WORK ORDER: Look over the entries below. Report how many lines hold the word "Cittadella", and only that.

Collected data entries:
————————

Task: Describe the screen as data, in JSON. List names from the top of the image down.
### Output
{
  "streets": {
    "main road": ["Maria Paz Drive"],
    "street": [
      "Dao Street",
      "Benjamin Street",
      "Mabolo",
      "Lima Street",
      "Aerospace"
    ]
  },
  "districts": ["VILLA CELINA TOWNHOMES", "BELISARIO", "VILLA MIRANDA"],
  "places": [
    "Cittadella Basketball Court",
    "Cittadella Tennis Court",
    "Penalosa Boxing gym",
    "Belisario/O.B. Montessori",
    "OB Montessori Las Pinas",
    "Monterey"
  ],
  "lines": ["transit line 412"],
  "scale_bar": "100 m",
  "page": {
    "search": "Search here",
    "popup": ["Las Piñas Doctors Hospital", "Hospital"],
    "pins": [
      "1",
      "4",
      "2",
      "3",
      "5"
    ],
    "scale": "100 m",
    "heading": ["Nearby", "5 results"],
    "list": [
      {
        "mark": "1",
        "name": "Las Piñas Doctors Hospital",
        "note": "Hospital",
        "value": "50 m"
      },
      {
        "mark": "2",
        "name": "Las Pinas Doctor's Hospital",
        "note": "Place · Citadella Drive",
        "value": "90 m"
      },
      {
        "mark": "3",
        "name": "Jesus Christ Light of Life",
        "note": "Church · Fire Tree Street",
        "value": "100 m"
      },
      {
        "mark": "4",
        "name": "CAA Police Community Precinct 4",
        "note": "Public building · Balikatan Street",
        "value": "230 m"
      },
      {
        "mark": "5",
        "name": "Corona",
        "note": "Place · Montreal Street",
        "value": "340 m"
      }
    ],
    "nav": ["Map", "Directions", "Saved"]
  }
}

————————

RESPONSE TO THE EXERCISE: 2